第1回 奴隷の絶望の先に ―「弁証法」と「承認」
100分de名著「資本論」で一世を風靡した斎藤幸平先生を指南役に迎えてのこのテーマ。
マルクスの「資本論」でさえ現在に切り取ってしまったあの手法でどうやってあの難解なヘーゲルを分析するのでしょうか?
私も一緒に考えて行きます。
ヘーゲル独自の表現があってその解説がなければ、読み手は分かるわけがありません。
当時の人もそういう事情であれば、まず解説書が欲しかったでしょうね。
アウフヘーベン
この回で特に言われた概念の一つにアウフヘーベンと言うのがあります。
これもドイツ語です。
二つの真逆の概念を考えると言う事で第三の価値観の事だと私は解釈しています。
番組内では下記のように説明されます。
A(テーゼ)=自立した概念
B(アンチテーゼ)=依存した概念
AとBは主従関係であったはずなのですが、ある考えの元では立場が逆転するのです。
Aは命令するだけ。
Bは実質的に行動し、実行力があるのです。
何ともややこしい話ですね。
主人(A)が命令していたけれど、奴隷(B)はその命令によって実行しているから実際に動かしているのは奴隷(B)と言う事なのです。
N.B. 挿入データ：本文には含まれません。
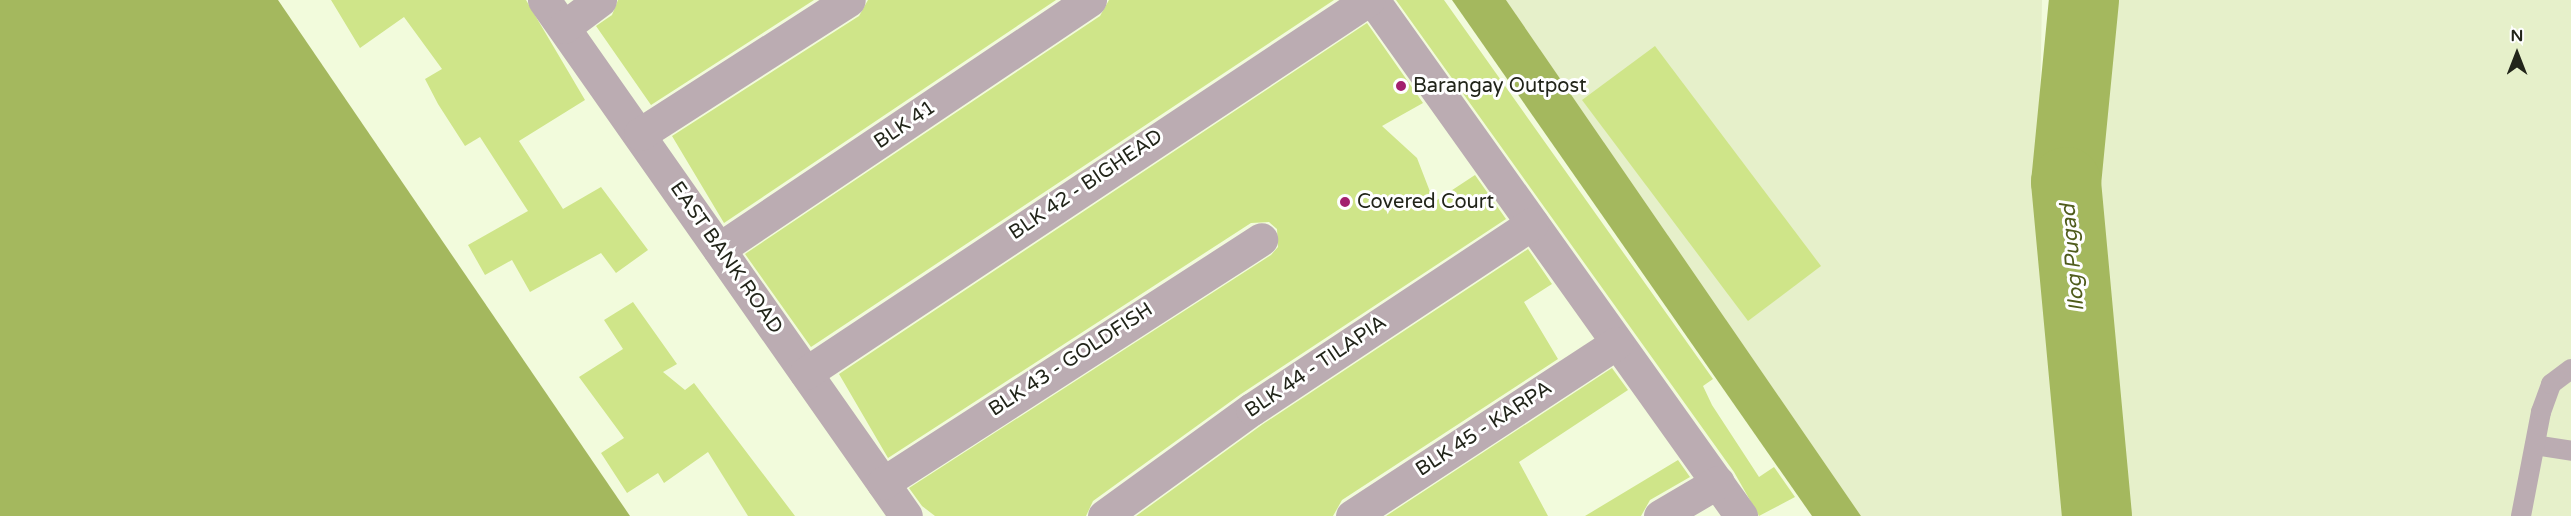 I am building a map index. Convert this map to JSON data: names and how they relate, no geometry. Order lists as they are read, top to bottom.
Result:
{
  "streets": {
    "street": [
      "BLK 41",
      "BLK 42 - BIGHEAD",
      "EAST BANK ROAD",
      "BLK 43 - GOLDFISH",
      "BLK 44 - TILAPIA",
      "BLK 45 - KARPA"
    ]
  },
  "crossings": [
    ["BLK 41", "EAST BANK ROAD"],
    ["BLK 42 - BIGHEAD", "EAST BANK ROAD"],
    ["EAST BANK ROAD", "BLK 43 - GOLDFISH"]
  ],
  "water": ["Ilog Pugad"],
  "places": ["Barangay Outpost", "Covered Court"],
  "north": "top"
} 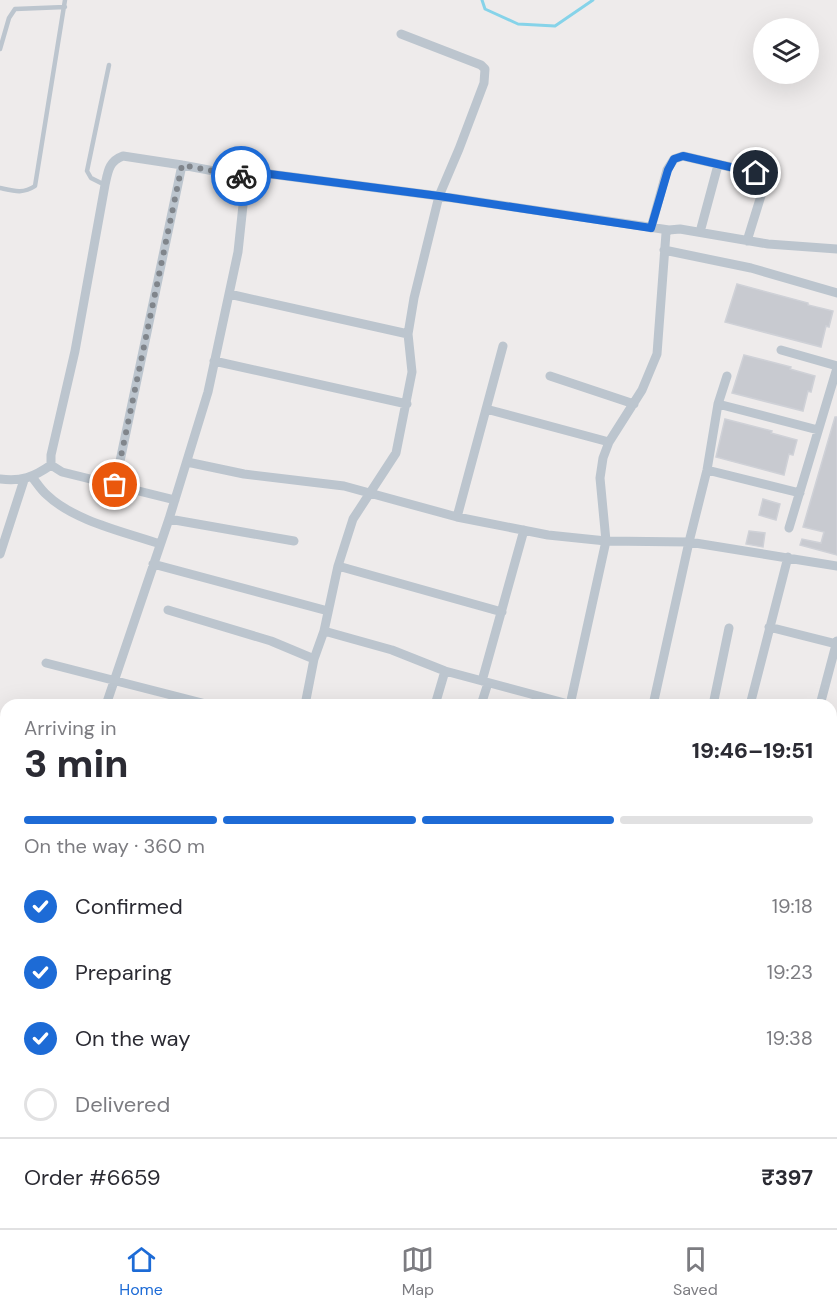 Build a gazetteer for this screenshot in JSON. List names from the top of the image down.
{
  "page": {
    "heading": ["3 min", "Arriving in", "19:46–19:51"],
    "panel": ["Order #6659", "₹397"],
    "bar": "On the way · 360 m",
    "list": [
      ["Confirmed", "19:18"],
      ["Preparing", "19:23"],
      ["On the way", "19:38"],
      "Delivered"
    ],
    "tabs": ["Home", "Map", "Saved"]
  }
}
主人と奴隷の関係では「奴隷が主人に依存している」というのが最初に出て来る考えだと思います。
よく言われるのが「奴隷を解放しても奴隷は行き場を見失う」と言う事です。
奴隷は主人に依存しているので解放された方がどうしていいか分からなくなると言う事なのです。
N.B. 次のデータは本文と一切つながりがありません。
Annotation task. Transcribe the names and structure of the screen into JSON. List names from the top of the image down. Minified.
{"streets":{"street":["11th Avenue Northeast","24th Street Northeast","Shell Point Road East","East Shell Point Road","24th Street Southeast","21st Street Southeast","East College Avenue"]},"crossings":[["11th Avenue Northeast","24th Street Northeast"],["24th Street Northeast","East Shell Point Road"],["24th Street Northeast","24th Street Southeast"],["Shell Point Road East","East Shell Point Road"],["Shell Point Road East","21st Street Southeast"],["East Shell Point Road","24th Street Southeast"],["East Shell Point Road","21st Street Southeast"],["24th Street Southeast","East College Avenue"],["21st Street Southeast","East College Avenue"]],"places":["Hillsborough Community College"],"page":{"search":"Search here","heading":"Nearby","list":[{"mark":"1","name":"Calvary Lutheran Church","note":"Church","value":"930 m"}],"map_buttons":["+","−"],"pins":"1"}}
ですが、今回は命令している主人の方が奴隷がしてくれる仕事によって依存していると言う考えでした。
確かに働いてくれる奴隷がいなければ困るのは主人の方です。
この考えは自分の中ではなかったので目からうろこでした。
アウフヘーベン(止場)の3つの意味「破棄する」「維持する」「高く持ち上げる」
真逆の意味もあります。
これは難解だ。
自立と依存は常にセット。
だから逆転することもあるのです。
自立と依存は表裏一体なのですね。
ヘーゲルは一人前になるには何度も失敗し依存をしながら、自ら成長していかなければいけないと考えた。
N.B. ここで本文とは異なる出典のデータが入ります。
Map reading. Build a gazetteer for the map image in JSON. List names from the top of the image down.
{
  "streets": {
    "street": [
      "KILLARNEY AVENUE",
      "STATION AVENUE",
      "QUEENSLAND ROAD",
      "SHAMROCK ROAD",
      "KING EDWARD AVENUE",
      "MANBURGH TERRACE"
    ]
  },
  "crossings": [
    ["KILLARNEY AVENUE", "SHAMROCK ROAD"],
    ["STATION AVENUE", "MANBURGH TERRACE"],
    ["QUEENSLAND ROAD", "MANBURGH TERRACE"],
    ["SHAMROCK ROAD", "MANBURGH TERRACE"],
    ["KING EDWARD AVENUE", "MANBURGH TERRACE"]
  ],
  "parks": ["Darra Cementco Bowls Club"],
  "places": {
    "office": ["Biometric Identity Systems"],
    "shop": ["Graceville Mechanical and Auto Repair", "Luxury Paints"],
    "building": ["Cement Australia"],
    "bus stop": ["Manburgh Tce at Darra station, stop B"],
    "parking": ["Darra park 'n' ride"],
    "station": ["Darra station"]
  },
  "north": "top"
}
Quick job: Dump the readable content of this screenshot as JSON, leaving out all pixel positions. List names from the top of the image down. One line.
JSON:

難しい論理の展開でしたが、最後は救いのある言葉でした。
失敗も依存も成長には必要なんですね!
第2回 論破がもたらすもの ―「疎外」と「教養」
論破という言葉の裏腹には「自分は絶対に正義、他は許さない」という不毛な心理があると思います。
ヘーゲルはどうでしょうか?
論破は分断をもたらすと言う着地点で考えて行きます。
法や価値観はその時代によって移り変わります。
また、対立する両者にとっては自分が「善」であり相手は「悪」なのです。
相手からすると逆になります。
そうすると、絶対善も絶対悪もないのです。
お互いの立場が変わると善悪が変わる例
国権 | 財富 | |
秩序の維持こそ 善とする立場 | 善 | 悪 |
経済成長こそ 善とする立場 | 悪 | 善 |
国権=国を統治する側(税金をかける側)
財富=資本家や投資家など(税金を取られる側)
真逆の立場ですが、このお互いも自分は「善かれ」と思ってやっていると言うのです。
立場が違うと善悪が変わり、多角的に見る必要があると言う事です。
論破の末に
ヘーゲルの時代にも上流社会のサロンで論破合戦があったのです。
このサロン文化についてエスプリに富んだ会話と批判しているのです。
今の討論合戦で、違う意見を言う事や逆張りを言う事に通じているのではないかと。
今と18世紀のサロンが似たよう文化があると言うのです。
相手を打ち負かすだけの論破をヘーゲルは批判していたのです。
論戦は新たな気付きもある一方で論破をしたところで相手を打ち負かし黙らせることが出来るが否定された方には悪感情が残るだけです。
これが分断に繋がってしまうのです。
近代の疎外はむしろポジティブである。
ただし、自由な価値観は人によって違う。
だからこそ、ぶつかり合って善悪が反転してしまう。
行き過ぎると何でも疑うようになり、社会規範が崩れてしまう。
教養の限界という方向に向いていきました。
次回に続きます。
第3回 理性は薔薇で踊りだす ―「啓蒙」と「信仰」
フランス革命はヘーゲルの住むドイツの隣の国、フランスで起こりました。
フランス革命はヘーゲルに多くの影響を与えます。
第2回の善と悪に分断され限界に直面した意識は自分の判断を普遍的なものにしたいと言う欲求が芽生えて来ると言うのです。
啓蒙VS信仰
啓蒙は科学的、物理的に証明でき根拠のあるものとされ、
信仰は伝統的規範や「価値観の壁」の事。
啓蒙は自分で考えるが、
信仰は「盲信」であるという前提。
信仰を批判するものの為に啓蒙は生まれた。
啓蒙と信仰の戦いとなっていく。
技術革新などによって一般市民が豊かになっていく事で宗教や王政が批判されていく元凶になっていきます。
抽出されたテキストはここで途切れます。